Earlier, a senior Palestinian diplomat expressed outrage over killings and bloodshed on both sides in Gaza and called for negotiations to end the savage fighting that has gone on for nearly a month.
"What we need now is to stop this fighting, to address the tragic humanitarian situation in the Gaza Strip," Riyad Mansour, the Palestinian ambassador to the UN, said, adding "these things need to be stopped".
He said that putting the people of Gaza "in a continuous situation of confrontation and fighting" will only lead to more violence, saying "This is an excellent atmosphere for radicalism. But if you give them (Palestinians) hope, you open the borders, you let them go to school, let them look for good jobs, let them look for moderation. And we will succeed in allowing all those who want to have peace ... to have the upper hand."

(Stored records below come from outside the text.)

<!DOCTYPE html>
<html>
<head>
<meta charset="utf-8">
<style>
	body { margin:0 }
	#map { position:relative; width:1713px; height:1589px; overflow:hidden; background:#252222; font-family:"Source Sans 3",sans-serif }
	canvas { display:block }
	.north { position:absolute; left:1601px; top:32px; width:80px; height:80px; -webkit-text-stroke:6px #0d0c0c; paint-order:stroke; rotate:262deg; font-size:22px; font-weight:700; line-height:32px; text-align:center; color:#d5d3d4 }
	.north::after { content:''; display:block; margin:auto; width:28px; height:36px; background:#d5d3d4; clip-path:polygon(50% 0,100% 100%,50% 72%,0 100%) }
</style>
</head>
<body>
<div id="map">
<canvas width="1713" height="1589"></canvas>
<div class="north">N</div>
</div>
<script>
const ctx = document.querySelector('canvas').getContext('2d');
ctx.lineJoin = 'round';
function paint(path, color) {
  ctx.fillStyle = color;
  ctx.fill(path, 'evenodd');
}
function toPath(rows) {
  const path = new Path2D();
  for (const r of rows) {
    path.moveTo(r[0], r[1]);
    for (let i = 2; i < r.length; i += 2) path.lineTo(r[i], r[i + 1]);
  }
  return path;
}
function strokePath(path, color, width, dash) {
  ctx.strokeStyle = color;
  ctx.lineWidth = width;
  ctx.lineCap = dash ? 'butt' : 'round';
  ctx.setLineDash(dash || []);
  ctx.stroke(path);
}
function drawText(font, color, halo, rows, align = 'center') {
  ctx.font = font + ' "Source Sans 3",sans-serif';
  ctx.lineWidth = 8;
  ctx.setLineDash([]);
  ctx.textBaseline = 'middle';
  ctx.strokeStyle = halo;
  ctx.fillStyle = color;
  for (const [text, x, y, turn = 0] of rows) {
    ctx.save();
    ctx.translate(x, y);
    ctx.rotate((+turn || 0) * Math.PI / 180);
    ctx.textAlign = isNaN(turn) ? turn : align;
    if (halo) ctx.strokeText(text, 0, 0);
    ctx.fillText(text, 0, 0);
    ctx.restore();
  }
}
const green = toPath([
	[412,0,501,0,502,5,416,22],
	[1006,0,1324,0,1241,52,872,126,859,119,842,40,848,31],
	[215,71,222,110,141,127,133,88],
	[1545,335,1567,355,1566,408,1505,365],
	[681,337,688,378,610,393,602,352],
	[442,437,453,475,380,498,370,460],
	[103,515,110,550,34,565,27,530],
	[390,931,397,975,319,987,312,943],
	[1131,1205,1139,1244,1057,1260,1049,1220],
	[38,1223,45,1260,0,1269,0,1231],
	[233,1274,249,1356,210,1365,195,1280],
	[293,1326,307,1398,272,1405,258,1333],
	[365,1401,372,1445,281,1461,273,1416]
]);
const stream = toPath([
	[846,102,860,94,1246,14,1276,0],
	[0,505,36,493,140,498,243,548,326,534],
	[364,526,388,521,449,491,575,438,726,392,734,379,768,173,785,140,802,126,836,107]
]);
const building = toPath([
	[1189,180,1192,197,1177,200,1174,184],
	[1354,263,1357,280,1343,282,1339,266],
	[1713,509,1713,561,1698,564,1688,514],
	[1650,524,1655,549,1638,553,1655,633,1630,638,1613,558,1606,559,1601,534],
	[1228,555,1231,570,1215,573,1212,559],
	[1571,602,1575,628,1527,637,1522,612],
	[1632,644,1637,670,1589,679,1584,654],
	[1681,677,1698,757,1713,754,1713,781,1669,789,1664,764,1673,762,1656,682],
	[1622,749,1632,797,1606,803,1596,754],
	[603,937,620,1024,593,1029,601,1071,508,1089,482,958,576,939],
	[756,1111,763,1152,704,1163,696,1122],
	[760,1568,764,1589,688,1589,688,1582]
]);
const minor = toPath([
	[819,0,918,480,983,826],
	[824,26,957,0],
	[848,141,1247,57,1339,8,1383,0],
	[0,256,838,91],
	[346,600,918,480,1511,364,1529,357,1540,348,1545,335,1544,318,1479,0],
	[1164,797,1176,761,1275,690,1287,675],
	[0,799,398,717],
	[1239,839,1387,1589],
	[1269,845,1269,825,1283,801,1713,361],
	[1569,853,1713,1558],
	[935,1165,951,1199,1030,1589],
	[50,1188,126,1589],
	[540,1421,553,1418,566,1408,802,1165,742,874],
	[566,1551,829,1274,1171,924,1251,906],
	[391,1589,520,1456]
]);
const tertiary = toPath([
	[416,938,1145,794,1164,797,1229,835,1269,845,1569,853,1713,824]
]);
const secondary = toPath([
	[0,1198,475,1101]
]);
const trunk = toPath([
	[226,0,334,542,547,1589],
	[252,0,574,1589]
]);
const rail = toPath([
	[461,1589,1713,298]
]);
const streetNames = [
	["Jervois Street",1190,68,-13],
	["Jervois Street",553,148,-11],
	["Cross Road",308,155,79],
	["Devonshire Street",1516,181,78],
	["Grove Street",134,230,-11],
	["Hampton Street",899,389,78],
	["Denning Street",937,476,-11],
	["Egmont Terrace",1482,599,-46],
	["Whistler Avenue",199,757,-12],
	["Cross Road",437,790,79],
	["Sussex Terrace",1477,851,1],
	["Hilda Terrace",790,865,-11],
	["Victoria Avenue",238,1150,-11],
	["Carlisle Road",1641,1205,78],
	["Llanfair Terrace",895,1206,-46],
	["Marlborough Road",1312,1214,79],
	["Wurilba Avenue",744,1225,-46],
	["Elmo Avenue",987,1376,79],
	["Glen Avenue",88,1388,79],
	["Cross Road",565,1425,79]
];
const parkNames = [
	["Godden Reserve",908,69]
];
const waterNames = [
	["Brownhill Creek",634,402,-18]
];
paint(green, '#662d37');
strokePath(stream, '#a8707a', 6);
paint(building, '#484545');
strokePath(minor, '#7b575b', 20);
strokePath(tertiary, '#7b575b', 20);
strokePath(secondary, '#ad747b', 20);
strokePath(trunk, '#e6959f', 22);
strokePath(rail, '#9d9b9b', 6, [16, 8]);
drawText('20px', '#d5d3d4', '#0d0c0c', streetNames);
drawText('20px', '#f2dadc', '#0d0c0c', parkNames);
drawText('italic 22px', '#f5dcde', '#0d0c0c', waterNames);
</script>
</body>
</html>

Pierre Krahenbuhl, head of the UN agency for Palestinian refugees, called the shelling a clear violation of international law. "These are premises that are protected, the sanctity of which has to be respected by all parties," he said.
Meanwhile, Israel withdrew most of its ground troops from the Gaza Strip yesterday in an apparent winding down of the nearly month-long operation.
Even as Israel said it was close to completing its mission, heavy fighting raged in parts of Gaza.
And with Hamas officials vowing to continue their fight, it remained uncertain whether Israel could unilaterally end the war.
Lt Col Peter Lerner, an Israeli military spokesman, confirmed the bulk of ground troops had been pulled out of Gaza after the military concluded it had destroyed most of the tunnel network.
"We've caused substantial damage to this network to an extent where we've basically taken this huge threat and made it minimal," he said. The army had thousands of troops in Gaza at the height of the operation.
Lerner said, however, that the operation was not over and that Israel would continue to target Hamas' rocket-firing capabilities and its ability to infiltrate Israel.
While Israeli Prime Minister Benjamin Netanyahu has vowed to press on against Hamas, he is coming under international pressure to halt the fighting because of the heavy civilian death toll.